PROBLEM TO SOLVE: Restate word for word the lines of the entries below, starting with the line that holds "position:absolute; width:18px; height:18px;" and ending with the line that holds "margin:0; padding:0; list-style:none", and no others.
<<<<
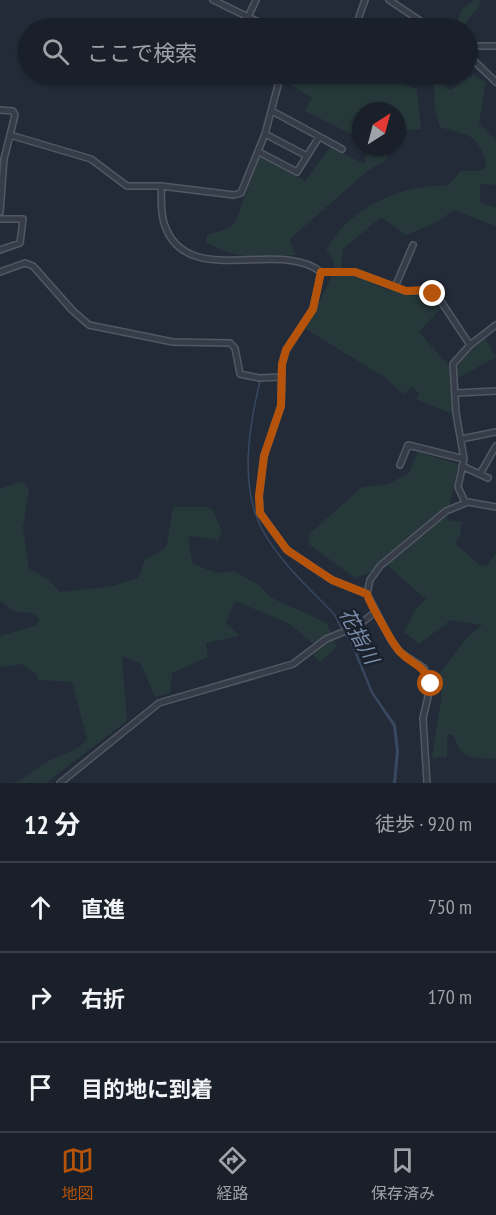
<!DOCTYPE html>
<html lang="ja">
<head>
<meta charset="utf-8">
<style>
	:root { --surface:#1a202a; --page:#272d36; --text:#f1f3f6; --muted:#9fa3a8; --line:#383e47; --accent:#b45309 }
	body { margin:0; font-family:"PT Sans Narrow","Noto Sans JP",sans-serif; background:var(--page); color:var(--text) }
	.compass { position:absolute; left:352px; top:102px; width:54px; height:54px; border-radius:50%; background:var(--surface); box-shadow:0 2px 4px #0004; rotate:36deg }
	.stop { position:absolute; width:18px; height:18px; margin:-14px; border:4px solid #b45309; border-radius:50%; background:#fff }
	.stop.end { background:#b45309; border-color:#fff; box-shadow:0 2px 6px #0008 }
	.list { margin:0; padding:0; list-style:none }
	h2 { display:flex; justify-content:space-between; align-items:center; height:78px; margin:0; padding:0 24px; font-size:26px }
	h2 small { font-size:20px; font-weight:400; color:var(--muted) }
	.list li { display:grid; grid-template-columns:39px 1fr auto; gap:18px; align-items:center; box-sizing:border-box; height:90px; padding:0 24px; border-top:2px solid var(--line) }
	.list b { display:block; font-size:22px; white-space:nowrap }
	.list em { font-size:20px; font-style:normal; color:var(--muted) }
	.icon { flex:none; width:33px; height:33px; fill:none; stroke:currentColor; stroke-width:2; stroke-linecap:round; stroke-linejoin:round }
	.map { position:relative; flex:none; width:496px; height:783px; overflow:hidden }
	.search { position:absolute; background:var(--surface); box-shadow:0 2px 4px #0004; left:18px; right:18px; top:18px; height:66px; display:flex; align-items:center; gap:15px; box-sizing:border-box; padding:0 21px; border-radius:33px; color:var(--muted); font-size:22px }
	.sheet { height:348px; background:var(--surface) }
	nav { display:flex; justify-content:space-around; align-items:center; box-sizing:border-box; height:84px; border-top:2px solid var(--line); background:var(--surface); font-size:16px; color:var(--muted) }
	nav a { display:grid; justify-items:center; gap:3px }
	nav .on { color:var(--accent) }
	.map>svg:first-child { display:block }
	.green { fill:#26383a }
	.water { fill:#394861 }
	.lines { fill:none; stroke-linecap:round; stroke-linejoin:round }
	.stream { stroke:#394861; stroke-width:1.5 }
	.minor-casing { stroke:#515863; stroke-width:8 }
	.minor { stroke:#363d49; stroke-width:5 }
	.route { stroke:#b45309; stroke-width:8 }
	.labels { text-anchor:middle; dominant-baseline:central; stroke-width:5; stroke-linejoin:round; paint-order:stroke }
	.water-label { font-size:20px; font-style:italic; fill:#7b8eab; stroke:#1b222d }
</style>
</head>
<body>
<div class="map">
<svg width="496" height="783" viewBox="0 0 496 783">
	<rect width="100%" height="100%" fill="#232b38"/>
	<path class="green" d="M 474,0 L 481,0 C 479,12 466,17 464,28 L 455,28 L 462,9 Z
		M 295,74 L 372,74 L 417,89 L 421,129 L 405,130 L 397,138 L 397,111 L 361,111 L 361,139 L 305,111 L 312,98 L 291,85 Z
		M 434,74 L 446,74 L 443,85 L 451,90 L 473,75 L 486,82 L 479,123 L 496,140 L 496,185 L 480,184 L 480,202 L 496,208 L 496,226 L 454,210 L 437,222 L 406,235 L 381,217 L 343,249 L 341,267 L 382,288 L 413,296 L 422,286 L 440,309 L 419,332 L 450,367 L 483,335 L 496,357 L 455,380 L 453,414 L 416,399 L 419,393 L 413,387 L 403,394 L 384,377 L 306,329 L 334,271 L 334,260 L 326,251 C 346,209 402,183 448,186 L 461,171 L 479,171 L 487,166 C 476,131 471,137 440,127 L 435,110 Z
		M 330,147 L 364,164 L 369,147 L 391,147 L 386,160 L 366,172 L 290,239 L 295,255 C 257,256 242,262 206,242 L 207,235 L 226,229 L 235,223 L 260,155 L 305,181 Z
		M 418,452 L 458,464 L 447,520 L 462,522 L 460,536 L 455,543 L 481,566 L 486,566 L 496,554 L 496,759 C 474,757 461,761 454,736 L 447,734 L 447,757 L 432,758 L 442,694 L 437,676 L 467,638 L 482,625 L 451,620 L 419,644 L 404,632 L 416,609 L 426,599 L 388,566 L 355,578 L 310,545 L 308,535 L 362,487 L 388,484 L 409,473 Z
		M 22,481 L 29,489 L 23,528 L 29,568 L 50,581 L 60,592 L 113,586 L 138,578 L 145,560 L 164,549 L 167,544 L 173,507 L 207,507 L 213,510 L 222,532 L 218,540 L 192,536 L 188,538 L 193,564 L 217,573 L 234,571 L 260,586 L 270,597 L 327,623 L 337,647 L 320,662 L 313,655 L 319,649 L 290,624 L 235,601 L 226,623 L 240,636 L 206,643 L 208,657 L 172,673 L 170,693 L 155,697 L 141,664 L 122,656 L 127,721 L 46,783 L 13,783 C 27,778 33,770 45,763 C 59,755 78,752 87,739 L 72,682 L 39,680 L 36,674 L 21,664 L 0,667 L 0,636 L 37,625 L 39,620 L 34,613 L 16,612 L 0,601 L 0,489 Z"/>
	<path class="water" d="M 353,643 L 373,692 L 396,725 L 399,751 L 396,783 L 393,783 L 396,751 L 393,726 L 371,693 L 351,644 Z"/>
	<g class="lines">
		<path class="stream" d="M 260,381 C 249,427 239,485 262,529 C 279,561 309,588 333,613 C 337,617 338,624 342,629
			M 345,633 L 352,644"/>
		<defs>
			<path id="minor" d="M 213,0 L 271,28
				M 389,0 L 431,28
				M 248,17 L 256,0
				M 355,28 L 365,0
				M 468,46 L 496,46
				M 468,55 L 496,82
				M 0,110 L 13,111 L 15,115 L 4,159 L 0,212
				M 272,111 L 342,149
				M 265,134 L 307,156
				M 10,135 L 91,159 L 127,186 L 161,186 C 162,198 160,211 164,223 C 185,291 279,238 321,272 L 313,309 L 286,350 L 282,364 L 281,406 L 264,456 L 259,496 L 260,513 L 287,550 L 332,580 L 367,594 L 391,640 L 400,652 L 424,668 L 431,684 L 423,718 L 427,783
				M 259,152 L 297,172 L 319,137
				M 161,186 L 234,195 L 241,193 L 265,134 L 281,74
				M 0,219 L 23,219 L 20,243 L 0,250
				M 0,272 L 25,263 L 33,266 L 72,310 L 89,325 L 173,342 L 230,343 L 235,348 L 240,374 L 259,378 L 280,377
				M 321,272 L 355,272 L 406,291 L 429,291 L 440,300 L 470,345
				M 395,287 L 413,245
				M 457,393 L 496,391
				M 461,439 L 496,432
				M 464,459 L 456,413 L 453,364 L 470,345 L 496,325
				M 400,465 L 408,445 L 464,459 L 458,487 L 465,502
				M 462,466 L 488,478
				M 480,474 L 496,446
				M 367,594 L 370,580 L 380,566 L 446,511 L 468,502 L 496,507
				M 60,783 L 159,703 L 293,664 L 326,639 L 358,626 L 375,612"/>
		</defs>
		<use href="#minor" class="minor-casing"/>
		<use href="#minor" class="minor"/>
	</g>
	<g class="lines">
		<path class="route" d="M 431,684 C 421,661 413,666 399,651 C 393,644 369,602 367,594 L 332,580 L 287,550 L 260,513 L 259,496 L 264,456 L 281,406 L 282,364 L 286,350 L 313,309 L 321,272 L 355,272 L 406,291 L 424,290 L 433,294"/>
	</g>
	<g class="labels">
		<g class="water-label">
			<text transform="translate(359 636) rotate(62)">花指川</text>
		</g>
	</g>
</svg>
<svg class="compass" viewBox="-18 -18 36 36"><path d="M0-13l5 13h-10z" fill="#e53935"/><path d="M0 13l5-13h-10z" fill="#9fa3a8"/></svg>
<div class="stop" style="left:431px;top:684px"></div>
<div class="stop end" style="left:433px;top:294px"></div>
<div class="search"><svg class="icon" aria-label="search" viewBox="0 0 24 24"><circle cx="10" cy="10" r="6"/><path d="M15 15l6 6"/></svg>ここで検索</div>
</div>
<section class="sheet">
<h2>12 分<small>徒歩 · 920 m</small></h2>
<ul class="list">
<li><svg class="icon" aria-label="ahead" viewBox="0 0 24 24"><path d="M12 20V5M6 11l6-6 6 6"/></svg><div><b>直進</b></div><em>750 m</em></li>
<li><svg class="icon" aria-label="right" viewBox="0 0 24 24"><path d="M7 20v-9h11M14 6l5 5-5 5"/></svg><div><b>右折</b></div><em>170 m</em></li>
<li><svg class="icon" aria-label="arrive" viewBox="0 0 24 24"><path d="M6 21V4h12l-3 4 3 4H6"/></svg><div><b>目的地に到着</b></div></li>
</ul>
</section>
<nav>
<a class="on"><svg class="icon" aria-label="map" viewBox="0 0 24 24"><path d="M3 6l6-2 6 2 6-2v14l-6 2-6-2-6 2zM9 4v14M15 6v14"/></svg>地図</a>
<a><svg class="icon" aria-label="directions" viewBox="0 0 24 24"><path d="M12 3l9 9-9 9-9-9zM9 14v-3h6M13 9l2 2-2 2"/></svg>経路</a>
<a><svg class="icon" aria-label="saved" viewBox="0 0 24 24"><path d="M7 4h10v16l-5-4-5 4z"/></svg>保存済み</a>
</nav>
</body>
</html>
>>>>
TASK RESULT:
	.stop { position:absolute; width:18px; height:18px; margin:-14px; border:4px solid #b45309; border-radius:50%; background:#fff }
	.stop.end { background:#b45309; border-color:#fff; box-shadow:0 2px 6px #0008 }
	.list { margin:0; padding:0; list-style:none }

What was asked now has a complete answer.